# [Exercise]
From the first line of the data below through the line holding "position:absolute; left:1214px; top:12px;", output each line exactly and leave the pictures out.

# [Input material]
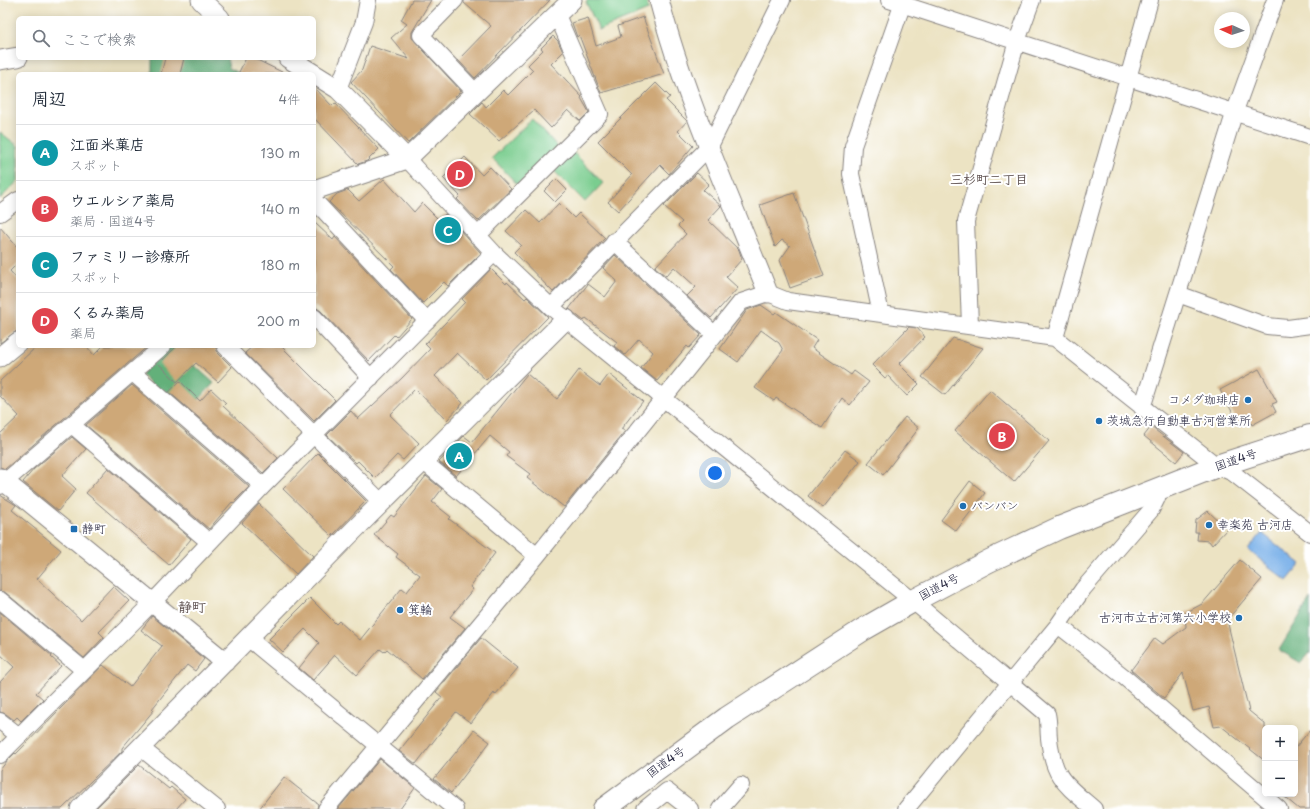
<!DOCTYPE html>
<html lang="ja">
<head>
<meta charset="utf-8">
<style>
  body { margin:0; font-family:"Playpen Sans","Klee One",sans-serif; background:#f2f2f3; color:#1f2937 }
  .controls { position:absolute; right:12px; bottom:12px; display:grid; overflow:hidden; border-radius:6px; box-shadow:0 2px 10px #0003 }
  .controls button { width:36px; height:36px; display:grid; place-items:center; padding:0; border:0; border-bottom:1px solid #e0e1e3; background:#fff; color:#1f2937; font:20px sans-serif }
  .compass { position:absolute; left:1214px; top:12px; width:36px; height:36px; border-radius:50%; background:#fff; box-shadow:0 2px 10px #0003; rotate:273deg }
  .you { position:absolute; left:715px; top:473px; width:14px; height:14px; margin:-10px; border:3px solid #fff; border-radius:50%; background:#1a73e8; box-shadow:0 0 0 6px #1a73e833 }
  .badge { display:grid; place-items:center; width:26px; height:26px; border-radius:50%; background:#1f6fb2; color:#fff; font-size:13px; font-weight:700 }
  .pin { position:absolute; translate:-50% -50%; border:2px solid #fff; box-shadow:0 1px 4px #0006 }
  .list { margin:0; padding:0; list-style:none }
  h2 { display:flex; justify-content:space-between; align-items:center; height:52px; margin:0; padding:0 16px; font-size:17px }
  h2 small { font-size:13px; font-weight:400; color:#747a83 }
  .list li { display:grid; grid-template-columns:26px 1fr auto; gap:12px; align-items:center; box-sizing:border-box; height:56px; padding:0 16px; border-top:1px solid #e0e1e3 }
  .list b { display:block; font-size:15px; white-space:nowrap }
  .list p { margin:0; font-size:13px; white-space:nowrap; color:#747a83 }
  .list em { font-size:13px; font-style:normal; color:#747a83 }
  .icon { flex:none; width:22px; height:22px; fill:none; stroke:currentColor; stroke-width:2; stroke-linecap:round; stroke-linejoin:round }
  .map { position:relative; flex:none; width:1310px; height:809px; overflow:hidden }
  .search { position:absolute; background:#fff; box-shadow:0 2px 10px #0003; left:16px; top:16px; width:300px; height:44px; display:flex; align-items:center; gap:10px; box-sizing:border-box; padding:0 14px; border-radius:6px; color:#747a83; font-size:15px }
  .panel { position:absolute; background:#fff; box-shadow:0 2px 10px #0003; left:16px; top:72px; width:300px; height:276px; border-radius:6px }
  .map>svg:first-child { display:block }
  .green { fill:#7acd8f; stroke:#4e7865 }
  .forest { fill:#63b07a; stroke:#42695a }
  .water { fill:#7ab1e9; stroke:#4e6a92 }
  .building { fill:#cea878 }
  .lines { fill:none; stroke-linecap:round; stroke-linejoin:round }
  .minor-casing { stroke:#87827f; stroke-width:18 }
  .tertiary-casing { stroke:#87827f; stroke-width:21 }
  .trunk-casing { stroke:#87827f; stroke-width:24 }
  .minor { stroke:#fff; stroke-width:16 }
  .tertiary { stroke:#fff; stroke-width:19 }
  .trunk { stroke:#fff; stroke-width:22 }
  .poi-dot { fill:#1f6fb2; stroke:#fff; stroke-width:1.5 }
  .labels { text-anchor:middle; stroke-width:4; stroke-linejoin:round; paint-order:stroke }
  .poi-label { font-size:12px; fill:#22223b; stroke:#fff; text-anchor:start }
  .street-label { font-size:12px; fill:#22223b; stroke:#fff }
  .neighbourhood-label { font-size:13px; font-weight:bold; fill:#5e5150; stroke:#fff }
  .quarter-label { font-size:14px; font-weight:bold; fill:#5e5150; stroke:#fff }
</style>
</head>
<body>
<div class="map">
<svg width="1310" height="809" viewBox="0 0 1310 809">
  <rect width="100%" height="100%" fill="#fff"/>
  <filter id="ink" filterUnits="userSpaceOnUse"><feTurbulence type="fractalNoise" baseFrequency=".025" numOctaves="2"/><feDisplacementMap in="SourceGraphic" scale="8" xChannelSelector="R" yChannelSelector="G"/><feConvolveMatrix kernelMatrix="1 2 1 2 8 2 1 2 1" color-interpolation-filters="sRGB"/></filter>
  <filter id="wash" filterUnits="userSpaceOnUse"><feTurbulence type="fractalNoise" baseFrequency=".012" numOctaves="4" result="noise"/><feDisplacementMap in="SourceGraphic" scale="16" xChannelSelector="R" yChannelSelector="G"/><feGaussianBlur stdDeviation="0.9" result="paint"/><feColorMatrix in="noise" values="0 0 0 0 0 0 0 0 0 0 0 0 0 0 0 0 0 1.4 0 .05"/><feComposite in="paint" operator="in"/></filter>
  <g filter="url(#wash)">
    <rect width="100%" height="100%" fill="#ece3c3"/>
    <path class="green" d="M 588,0 L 647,0 L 648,10 L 599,30 L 586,2 Z
      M 532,119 L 558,147 L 518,185 L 492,158 Z
      M 0,132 L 18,146 L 18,181 L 0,199 Z
      M 573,152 L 603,183 L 585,202 L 554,171 Z"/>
    <path class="forest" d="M 152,58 L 227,58 L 229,68 L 241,74 L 152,74 Z
      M 167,346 L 173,346 L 214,383 L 185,415 L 141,375 Z
      M 1310,599 L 1310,653 L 1301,663 L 1279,650 Z"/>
    <path class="water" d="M 1262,533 L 1301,564 L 1287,581 L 1248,550 Z"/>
    <g id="blocks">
      <path class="building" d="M 412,0 L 431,0 L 412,32 L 412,38 L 461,91 L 408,143 L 351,82 L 362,70 L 370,46 L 409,59 L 391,38 L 407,24 L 401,20 Z
        M 464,0 L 550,0 L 475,78 L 458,60 L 491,26 L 464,3 Z
        M 643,17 L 664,74 L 601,93 L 579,35 L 577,37 L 572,23 L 588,18 L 596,46 L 621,37 L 618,26 Z
        M 553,36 L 558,41 L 563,52 L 551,64 L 582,97 L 581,98 L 589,112 L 580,121 L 568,110 L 551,128 L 534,110 L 499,141 L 470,114 L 482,102 L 486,107 L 503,90 L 508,95 L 533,70 L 528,65 L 543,50 L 541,48 Z
        M 165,58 L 184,58 L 180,74 L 161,74 Z
        M 246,58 L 253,58 L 286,74 L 238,74 Z
        M 656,83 L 670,97 L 666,100 L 687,121 L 678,131 L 693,146 L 669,174 L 660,165 L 618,211 L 608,202 L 632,175 L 598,141 Z
        M 314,87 L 332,106 L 335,103 L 379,149 L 367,161 L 358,164 L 314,118 Z
        M 465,157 L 482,175 L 490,167 L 511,189 L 478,221 L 457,199 L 460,196 L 443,178 Z
        M 697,173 L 709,184 L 703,190 L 721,206 L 708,220 L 739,250 L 742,259 L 726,277 L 738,288 L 711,318 L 687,296 L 696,287 L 674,267 L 666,276 L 655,267 L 686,234 L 678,226 L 682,222 L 664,206 Z
        M 384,179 L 414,212 L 422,203 L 439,220 L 445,214 L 481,253 L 448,286 L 444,282 L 423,303 L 391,269 L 394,266 L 329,202 L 337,194 L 348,190 L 359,201 Z
        M 556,179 L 567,190 L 555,202 L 544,191 Z
        M 794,193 L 824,276 L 790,288 L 780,260 L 790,246 L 782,240 L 775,247 L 760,205 Z
        M 559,203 L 574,218 L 579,213 L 605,238 L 553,292 L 514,252 L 521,245 L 506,231 L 526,210 L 540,223 Z
        M 314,222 L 333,240 L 335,237 L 412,319 L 396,337 L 394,335 L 369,361 L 321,311 L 314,306 Z
        M 0,227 L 18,248 L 18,263 L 10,271 L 18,280 L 18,330 L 0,343 Z
        M 615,255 L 701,335 L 689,348 L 687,346 L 657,381 L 641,368 L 653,352 L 639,339 L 625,355 L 614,346 L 617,342 L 586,318 L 584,321 L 569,309 L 588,284 L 605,297 L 617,281 L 603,268 Z
        M 491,269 L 506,284 L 507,282 L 525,299 L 527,297 L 548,317 L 486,380 L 457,353 L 435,376 L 463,403 L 447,420 L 415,389 L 390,415 L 419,443 L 403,460 L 397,455 L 375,478 L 358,461 L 356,463 L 327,435 L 351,411 L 358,419 L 402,378 L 430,349 L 425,344 L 465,302 L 462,299 Z
        M 761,305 L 774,314 L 776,312 L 817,340 L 812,348 L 851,375 L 854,371 L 869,382 L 850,405 L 842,398 L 822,428 L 776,398 L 774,401 L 755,388 L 783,350 L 779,343 L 761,330 L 738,362 L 720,349 L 747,310 Z
        M 909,327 L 917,328 L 925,337 L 899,364 L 919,384 L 907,396 L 888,376 L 885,378 L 872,365 Z
        M 953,338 L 983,348 L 945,395 L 922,377 Z
        M 37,346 L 86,346 L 94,355 L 103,346 L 148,346 L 5,469 L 0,467 L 0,434 L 19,416 L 0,396 L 0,381 Z
        M 177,346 L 215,346 L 218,353 L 232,367 L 218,382 L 196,363 L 177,382 L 159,364 Z
        M 253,346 L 281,346 L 335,400 L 314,421 L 245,353 Z
        M 1259,369 L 1277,402 L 1272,404 L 1276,412 L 1252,425 L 1250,420 L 1240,426 L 1220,390 Z
        M 579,370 L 600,386 L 609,374 L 643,401 L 621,429 L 625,431 L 564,507 L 527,478 L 530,474 L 506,456 L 509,452 L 490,436 L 456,476 L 439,462 L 464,436 L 472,442 L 527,374 L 557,399 Z
        M 180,381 L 200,401 L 211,389 L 226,403 L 223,406 L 278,458 L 263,473 L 169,392 Z
        M 132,385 L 249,487 L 233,503 L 232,502 L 209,529 L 86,425 Z
        M 990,390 L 1049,441 L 1014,482 L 955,431 Z
        M 905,417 L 919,428 L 883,475 L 868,463 Z
        M 1151,427 L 1184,452 L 1176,462 L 1144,436 Z
        M 72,437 L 86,449 L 62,476 L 76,489 L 58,511 L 23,482 L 34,469 Z
        M 845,450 L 860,461 L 823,508 L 808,496 Z
        M 318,453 L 366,501 L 332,536 L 283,489 Z
        M 108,468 L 191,539 L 169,565 L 86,493 Z
        M 426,476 L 442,489 L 432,502 L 451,517 L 449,519 L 495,553 L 470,587 L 473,589 L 450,617 L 465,628 L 422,679 L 387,649 L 384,652 L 380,649 L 357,675 L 335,655 L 313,680 L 299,668 L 319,643 L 305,629 L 283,652 L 269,639 L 310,598 L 336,624 L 339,621 L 360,640 L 402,588 L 407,592 L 420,575 L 396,557 L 398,554 L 374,535 L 391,515 L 394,517 Z
        M 970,481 L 985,493 L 956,531 L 941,520 Z
        M 0,495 L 16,505 L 12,510 L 61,550 L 37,579 L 81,620 L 113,586 L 129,601 L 99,632 L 104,637 L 84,658 L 6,593 L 0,591 Z
        M 259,504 L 313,556 L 296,574 L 242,523 Z
        M 1208,511 L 1227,529 L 1212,545 L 1209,541 L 1197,540 L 1198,532 L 1195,532 L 1196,520 Z
        M 1240,560 L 1262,579 L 1227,620 L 1249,711 L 1265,724 L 1265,761 L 1221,726 L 1214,727 L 1209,707 L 1193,711 L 1183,673 L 1164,698 L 1131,670 L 1155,638 L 1163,644 L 1186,627 L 1185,613 L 1202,604 Z
        M 0,612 L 52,656 L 51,657 L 61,666 L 36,693 L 43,699 L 21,721 L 17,717 L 14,720 L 6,714 L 0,712 L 0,682 L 14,667 L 0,654 Z
        M 152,616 L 204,659 L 195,671 L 187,665 L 152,709 L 154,710 L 122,748 L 122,751 L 62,809 L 0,809 L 0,770 L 7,761 L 15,753 L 16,754 L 103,665 L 130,687 L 162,646 L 141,630 Z
        M 481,638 L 518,668 L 495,695 L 494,693 L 471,723 L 456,712 L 416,764 L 399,751 L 442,697 L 436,692 Z
        M 474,730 L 490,742 L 451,793 L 434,779 Z
        M 1310,730 L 1310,809 L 1299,809 L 1281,794 L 1295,794 L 1295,748 Z
        M 380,759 L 415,788 L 400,809 L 338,809 Z
        M 139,765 L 169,789 L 171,787 L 185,799 L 176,809 L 95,809 Z
        M 284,777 L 318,804 L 317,809 L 259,809 Z"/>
    </g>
  </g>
  <g filter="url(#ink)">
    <use href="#blocks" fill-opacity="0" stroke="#87827f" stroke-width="1"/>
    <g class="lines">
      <defs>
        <path id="minor" d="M 455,0 L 421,35 L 476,93
          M 889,0 L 1310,137
          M 338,89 L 364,22 L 368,0
          M 407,159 L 494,253 L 551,307 L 913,601 L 1047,714 C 1049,722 1048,730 1049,738 C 1053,779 1066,785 1094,809
          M 314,200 L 427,321
          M 0,213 L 18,200
          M 477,236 L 600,114 L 557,15
          M 614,241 L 714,334
          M 1178,294 L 1267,326 L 1288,328 L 1310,325
          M 551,307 L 710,146 L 782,0
          M 881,314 L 851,174 L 853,146 L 904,0
          M 314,317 L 371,378
          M 970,325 L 966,221 L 1017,41 L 1032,0
          M 1055,338 L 1150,0
          M 225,346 L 381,502
          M 133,373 L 263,486
          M 1142,408 L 1235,111 L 1275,0
          M 72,425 L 209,542
          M 423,461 L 537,556
          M 0,486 L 163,346
          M 0,600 L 84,670
          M 1058,625 L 1123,676 L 1279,809
          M 248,638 L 455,809
          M 0,721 L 19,736
          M 141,748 L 217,809
          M 0,755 L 152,603 L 263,486 L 494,253
          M 326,809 L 537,556 L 741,302 L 768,293 L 788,301 L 1055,338 L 1217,466 L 1233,473 L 1310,533
          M 645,809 L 667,791 L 690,809
          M 720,809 L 741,785
          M 906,809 L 1058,625 L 1083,589 L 1151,510 L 1157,498 L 1158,488"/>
        <path id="tertiary" d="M 201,0 L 220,18
          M 659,0 C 685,99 730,197 768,293
          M 288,58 L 338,89 L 407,159
          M 0,60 L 18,57
          M 314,190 L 407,159 L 572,0
          M 0,357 L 18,342
          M 0,478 L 225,662
          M 80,809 L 353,531 L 566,319"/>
        <path id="trunk" d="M 604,809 L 727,718 L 864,629 L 913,601 L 989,561 L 1059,528 L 1217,466 L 1310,436"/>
      </defs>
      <use href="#minor" class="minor-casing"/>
      <use href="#tertiary" class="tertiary-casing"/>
      <use href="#trunk" class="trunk-casing"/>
      <use href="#minor" class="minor"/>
      <use href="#tertiary" class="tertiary"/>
      <use href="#trunk" class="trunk"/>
    </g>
  </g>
  <g class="poi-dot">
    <circle cx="1248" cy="400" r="4"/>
    <circle cx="1099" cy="421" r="4"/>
    <circle cx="963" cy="506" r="4"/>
    <circle cx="1209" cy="525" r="4"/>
    <rect x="70" y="525" width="8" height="8" rx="2"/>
    <circle cx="400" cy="610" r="4"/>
    <circle cx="1239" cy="618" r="4"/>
  </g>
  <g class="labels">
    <g class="poi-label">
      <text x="1240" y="404" text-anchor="end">コメダ珈琲店</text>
      <text x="1107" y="425">茨城急行自動車古河営業所</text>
      <text x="971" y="510">バンバン</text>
      <text x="1217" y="529">幸楽苑 古河店</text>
      <text x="82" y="533">静町</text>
      <text x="408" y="614">箕輪</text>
      <text x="1231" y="622" text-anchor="end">古河市立古河第六小学校</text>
    </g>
    <g class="street-label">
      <text transform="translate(1236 460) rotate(-19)" y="4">国道4号</text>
      <text transform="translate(939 587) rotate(-28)" y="4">国道4号</text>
      <text transform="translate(666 762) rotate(-36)" y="4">国道4号</text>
    </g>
    <g class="neighbourhood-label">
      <text x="989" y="184">三杉町二丁目</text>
    </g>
    <g class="quarter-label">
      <text x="192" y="612">静町</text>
    </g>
  </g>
</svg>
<div class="controls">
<button>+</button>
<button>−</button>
</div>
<svg class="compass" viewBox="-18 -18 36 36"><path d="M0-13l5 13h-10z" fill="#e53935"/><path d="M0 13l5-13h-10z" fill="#747a83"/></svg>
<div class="you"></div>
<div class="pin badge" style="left:459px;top:456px;background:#0f9aa8">A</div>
<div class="pin badge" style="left:1002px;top:436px;background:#e0444e">B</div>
<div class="pin badge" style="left:448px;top:230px;background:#0f9aa8">C</div>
<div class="pin badge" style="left:460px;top:174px;background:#e0444e">D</div>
<div class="search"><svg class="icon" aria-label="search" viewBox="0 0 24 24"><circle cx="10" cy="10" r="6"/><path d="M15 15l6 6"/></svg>ここで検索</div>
<section class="panel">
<h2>周辺<small>4件</small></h2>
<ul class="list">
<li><span class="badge" style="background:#0f9aa8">A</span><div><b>江面米菓店</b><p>スポット</p></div><em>130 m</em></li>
<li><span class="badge" style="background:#e0444e">B</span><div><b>ウエルシア薬局</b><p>薬局 · 国道4号</p></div><em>140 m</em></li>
<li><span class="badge" style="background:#0f9aa8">C</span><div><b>ファミリー診療所</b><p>スポット</p></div><em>180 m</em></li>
<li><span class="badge" style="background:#e0444e">D</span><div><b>くるみ薬局</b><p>薬局</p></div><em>200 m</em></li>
</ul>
</section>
</div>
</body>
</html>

# [Answer for this exercise]
<!DOCTYPE html>
<html lang="ja">
<head>
<meta charset="utf-8">
<style>
  body { margin:0; font-family:"Playpen Sans","Klee One",sans-serif; background:#f2f2f3; color:#1f2937 }
  .controls { position:absolute; right:12px; bottom:12px; display:grid; overflow:hidden; border-radius:6px; box-shadow:0 2px 10px #0003 }
  .controls button { width:36px; height:36px; display:grid; place-items:center; padding:0; border:0; border-bottom:1px solid #e0e1e3; background:#fff; color:#1f2937; font:20px sans-serif }
  .compass { position:absolute; left:1214px; top:12px; width:36px; height:36px; border-radius:50%; background:#fff; box-shadow:0 2px 10px #0003; rotate:273deg }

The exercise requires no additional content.